The idea that although their friend’s behaviour was dangerous and wrong, his friends should go no further than tell him so, was not canvassed by a single caller. Listeners didn’t even seem to think there was a dilemma here. ‘Imagine how you’d feel if he killed someone on the way home,’ said one: ‘say you won’t invite him again?’
Another recommended an anonymous texting facility to alert the police once the man had driven off (it later transpired that such a facility is not available at present). ‘It’s not about him, it’s about other people,’ said a third. Another said his brother had been disabled in a drink-driving accident. End the friendship, said many: who’d want to be friends with someone like that?
Graham Norton summed up. ‘Basically everyone is saying the same thing and rightly so. That text service, that’s really interesting [he quoted a number]. You text the word “drink” and the details of the vehicle.’
I was astonished both at the ferocity and the unanimity of the responses. Plainly I have misread the temper of the British mind on this issue. Either people are more angrily disapproving of this particular offence than I’d realised, or they’re more willing to grass on friends whatever the offence; or both.
Perhaps I shouldn’t use the word ‘grass’ lest it imply judgment, but I know no neutral expression in our language. ‘Inform on’, ‘tell on’, ‘tell tales’, ‘squeal’ and ‘shop’ have all acquired a negative connotation. When I say I’ve absorbed a cultural hostility to the idea of doing this, I say so not to recommend my own attitude, but to explain my surprise that I should feel it so strongly and instinctively — and yet discover that my fellow citizens seem to feel it not at all.

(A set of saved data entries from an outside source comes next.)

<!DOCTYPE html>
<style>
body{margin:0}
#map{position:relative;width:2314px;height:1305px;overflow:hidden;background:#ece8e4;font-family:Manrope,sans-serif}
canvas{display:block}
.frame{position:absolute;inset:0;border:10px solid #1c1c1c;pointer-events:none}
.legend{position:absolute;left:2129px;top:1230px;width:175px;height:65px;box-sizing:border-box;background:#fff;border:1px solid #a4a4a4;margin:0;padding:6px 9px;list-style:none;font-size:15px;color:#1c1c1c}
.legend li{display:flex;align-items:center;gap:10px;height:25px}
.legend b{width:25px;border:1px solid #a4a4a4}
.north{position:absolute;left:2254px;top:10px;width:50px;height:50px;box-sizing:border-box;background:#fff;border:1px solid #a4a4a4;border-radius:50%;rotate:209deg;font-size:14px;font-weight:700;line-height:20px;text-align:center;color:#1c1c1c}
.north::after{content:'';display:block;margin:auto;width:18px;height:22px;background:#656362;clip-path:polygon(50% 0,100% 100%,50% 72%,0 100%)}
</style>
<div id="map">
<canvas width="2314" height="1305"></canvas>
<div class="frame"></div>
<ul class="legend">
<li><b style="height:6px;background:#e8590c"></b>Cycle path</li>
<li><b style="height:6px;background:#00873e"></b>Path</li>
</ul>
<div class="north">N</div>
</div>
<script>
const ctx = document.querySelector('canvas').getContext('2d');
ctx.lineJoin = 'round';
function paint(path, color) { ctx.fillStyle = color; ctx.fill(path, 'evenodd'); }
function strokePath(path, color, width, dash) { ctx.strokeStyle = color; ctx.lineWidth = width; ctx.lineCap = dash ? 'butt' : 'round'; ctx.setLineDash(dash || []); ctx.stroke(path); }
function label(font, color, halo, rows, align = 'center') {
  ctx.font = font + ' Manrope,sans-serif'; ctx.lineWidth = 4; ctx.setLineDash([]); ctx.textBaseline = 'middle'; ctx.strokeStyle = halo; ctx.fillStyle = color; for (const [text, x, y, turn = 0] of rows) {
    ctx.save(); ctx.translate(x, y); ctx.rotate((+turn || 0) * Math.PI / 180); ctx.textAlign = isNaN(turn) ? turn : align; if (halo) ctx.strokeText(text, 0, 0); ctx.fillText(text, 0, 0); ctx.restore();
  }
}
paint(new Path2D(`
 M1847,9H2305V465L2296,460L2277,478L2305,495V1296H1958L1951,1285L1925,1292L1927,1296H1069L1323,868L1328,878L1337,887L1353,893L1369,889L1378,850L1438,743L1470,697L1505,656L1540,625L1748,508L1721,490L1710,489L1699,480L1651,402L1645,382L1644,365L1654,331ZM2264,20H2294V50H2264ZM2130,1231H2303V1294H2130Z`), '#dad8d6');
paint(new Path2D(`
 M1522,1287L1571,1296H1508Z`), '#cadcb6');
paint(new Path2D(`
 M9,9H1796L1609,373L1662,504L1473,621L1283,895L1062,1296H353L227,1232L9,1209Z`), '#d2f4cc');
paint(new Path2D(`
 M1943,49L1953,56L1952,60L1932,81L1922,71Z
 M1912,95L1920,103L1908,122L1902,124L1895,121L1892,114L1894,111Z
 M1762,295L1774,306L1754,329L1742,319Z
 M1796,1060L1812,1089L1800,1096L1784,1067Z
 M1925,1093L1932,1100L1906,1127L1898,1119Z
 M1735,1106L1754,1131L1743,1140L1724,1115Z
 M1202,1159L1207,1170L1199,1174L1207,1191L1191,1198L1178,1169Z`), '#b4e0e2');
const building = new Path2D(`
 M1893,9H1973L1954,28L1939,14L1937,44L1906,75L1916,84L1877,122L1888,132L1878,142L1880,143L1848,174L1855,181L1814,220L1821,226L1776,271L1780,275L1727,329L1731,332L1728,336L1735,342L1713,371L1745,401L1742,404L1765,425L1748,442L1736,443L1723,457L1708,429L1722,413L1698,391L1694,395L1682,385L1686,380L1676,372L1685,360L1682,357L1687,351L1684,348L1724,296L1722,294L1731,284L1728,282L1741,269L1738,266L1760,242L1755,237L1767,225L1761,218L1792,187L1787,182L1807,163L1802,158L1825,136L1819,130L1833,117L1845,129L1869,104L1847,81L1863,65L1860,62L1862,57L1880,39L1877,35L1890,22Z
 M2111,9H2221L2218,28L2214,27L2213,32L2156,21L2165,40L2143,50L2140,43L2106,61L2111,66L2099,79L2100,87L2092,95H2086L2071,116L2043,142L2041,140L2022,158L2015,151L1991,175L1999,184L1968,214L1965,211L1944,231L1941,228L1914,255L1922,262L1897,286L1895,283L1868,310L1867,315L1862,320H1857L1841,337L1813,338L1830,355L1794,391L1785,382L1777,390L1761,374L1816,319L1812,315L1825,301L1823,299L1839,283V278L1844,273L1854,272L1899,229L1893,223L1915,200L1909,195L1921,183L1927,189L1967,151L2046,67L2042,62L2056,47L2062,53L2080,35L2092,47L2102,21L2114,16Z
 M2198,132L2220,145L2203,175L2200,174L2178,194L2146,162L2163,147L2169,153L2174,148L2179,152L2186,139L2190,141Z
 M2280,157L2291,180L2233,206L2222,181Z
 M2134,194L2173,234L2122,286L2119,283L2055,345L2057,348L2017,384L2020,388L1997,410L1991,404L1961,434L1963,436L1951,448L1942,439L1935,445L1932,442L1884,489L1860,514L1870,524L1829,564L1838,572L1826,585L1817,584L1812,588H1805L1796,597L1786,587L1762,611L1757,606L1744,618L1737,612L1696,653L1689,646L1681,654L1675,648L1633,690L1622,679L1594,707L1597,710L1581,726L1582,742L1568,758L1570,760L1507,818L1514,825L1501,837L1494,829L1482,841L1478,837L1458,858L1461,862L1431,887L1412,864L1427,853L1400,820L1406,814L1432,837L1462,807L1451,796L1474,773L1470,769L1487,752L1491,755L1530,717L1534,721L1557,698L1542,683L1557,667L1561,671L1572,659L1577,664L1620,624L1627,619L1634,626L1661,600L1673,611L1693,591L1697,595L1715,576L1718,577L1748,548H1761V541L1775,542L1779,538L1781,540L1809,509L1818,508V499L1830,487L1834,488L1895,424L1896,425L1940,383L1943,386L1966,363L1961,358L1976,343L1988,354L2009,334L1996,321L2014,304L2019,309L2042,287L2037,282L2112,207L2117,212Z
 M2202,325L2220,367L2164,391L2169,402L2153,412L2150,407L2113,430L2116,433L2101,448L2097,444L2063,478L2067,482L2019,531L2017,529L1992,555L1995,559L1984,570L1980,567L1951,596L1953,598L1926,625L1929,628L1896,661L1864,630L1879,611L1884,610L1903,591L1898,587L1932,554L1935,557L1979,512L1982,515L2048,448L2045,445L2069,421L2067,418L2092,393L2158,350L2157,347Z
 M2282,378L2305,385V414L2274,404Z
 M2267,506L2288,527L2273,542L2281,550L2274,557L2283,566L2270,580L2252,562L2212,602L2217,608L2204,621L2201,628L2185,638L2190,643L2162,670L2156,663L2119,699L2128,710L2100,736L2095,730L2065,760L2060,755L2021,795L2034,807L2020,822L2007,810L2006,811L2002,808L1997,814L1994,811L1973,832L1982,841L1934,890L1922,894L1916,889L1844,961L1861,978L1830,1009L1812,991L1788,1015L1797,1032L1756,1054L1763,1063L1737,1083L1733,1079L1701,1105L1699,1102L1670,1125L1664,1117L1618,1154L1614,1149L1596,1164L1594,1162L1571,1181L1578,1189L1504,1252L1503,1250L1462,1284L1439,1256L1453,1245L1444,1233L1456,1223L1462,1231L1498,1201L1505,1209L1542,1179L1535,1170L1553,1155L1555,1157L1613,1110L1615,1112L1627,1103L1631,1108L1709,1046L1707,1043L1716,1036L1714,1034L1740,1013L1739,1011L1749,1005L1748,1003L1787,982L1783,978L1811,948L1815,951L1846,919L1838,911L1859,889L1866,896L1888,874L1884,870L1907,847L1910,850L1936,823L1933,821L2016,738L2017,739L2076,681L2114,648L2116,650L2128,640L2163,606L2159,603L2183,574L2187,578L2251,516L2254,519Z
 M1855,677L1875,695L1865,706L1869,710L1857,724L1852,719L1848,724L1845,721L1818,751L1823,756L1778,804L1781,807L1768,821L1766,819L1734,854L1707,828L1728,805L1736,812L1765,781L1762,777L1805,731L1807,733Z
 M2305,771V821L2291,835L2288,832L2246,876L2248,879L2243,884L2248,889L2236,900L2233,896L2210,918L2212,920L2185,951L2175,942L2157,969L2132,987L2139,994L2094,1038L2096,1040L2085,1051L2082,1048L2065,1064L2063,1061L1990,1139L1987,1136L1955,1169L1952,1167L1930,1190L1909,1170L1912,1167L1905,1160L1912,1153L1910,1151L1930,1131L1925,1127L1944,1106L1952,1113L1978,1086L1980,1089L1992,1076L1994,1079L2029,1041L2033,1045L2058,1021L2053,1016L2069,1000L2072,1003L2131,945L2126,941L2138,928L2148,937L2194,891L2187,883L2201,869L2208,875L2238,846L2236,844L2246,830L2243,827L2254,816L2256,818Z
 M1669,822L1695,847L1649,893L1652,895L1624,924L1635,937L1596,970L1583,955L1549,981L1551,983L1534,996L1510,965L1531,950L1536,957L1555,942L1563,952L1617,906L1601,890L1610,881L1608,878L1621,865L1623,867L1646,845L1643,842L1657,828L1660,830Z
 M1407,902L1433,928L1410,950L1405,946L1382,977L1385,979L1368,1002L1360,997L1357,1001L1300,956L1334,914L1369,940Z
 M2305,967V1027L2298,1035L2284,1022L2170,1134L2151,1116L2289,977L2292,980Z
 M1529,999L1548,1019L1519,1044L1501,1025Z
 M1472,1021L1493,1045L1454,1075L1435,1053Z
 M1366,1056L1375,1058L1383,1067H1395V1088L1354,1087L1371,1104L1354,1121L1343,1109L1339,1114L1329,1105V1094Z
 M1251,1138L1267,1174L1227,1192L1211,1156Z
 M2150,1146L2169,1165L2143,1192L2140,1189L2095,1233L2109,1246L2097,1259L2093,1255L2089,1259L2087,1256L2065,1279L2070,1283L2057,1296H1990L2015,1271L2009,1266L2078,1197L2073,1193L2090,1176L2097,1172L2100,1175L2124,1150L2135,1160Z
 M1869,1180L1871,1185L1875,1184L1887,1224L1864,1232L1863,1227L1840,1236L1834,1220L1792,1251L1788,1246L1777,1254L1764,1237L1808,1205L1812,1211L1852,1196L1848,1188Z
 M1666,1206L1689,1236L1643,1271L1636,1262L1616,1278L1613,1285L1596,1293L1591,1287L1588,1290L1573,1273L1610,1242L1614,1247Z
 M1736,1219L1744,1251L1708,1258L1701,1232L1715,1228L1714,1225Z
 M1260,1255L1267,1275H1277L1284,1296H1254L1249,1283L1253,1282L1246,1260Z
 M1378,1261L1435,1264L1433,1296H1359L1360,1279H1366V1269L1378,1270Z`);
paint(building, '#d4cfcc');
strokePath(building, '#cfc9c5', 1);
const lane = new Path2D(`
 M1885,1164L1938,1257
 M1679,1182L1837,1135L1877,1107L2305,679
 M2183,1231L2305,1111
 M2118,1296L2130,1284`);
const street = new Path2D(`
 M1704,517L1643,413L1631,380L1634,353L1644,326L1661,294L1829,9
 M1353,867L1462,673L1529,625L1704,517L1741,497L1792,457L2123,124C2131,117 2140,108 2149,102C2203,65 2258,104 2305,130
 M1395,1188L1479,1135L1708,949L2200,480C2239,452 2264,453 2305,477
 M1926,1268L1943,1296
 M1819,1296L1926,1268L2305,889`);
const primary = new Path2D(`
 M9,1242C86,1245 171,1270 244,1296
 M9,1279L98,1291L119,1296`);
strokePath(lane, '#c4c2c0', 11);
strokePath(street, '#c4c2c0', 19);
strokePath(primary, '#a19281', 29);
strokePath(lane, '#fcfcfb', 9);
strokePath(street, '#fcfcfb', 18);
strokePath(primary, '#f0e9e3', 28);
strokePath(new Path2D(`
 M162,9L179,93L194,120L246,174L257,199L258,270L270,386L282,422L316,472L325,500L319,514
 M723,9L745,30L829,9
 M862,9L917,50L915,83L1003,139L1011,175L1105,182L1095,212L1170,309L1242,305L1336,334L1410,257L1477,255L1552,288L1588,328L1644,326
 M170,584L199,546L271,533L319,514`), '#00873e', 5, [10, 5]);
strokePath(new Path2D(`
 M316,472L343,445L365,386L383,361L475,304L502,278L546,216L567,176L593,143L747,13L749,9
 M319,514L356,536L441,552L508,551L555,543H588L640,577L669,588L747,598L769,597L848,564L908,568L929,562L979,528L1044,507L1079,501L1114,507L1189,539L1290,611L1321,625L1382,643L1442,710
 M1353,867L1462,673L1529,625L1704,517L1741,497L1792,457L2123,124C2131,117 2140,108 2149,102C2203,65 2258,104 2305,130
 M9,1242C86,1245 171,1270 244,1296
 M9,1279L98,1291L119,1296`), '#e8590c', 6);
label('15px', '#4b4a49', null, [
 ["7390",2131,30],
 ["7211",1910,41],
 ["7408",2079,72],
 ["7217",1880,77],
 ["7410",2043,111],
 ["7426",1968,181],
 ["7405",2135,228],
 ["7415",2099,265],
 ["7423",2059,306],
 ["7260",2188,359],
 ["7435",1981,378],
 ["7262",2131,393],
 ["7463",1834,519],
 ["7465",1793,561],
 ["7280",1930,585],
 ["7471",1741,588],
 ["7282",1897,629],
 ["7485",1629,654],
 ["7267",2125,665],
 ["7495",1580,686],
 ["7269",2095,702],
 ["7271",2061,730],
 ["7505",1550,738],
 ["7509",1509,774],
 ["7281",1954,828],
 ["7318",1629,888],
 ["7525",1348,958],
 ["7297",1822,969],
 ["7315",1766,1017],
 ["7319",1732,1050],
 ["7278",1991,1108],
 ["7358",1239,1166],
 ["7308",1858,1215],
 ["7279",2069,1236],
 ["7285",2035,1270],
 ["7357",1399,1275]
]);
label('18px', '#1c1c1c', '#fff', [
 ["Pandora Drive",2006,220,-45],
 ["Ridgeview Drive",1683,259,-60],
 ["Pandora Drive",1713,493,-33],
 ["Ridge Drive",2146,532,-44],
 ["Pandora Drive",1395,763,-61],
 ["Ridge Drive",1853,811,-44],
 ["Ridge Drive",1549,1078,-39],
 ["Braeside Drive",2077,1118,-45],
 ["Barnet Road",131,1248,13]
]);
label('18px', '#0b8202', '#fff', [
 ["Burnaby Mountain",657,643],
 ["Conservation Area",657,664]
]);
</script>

As a hitch-hiker in America, I was once given a lift in a van where a fellow passenger confided in me that he intended to murder the chap who had been sleeping with his wife. He showed me the gun. It honestly never occurred to me to call the police after I’d left the van.
At 13 in Africa, when I was going through an intensely puritanical phase, I was stirred into righteous fervour by a sermon from our schoolmaster about the evils of a wave of shoplifting that going on, some of the offenders being my classmates. I don’t now know why — I don’t seem to recognise the boy I was — but, inspired by this talk, I told my teacher the name of a boy who was stealing ice lollies from the nearest delicatessen.
The boy’s name was Quentin, a good-natured chap, and I cannot now meet another Quentin without an internal blush. I greatly dislike the boy who shopped him and wish it were not me. I still take a serious view of shoplifting (I come from a family of shopkeepers) and am still made angry when people dismiss it as hardly a crime — but still… whatever was I thinking of?
I describe here my own more mature response without either commending it or resiling from it; but only to express my great astonishment that I should feel it so strongly, yet find no echo at all last Saturday among a nation I think of as my own. We cannot be as alike as I had thought, me and my compatriots.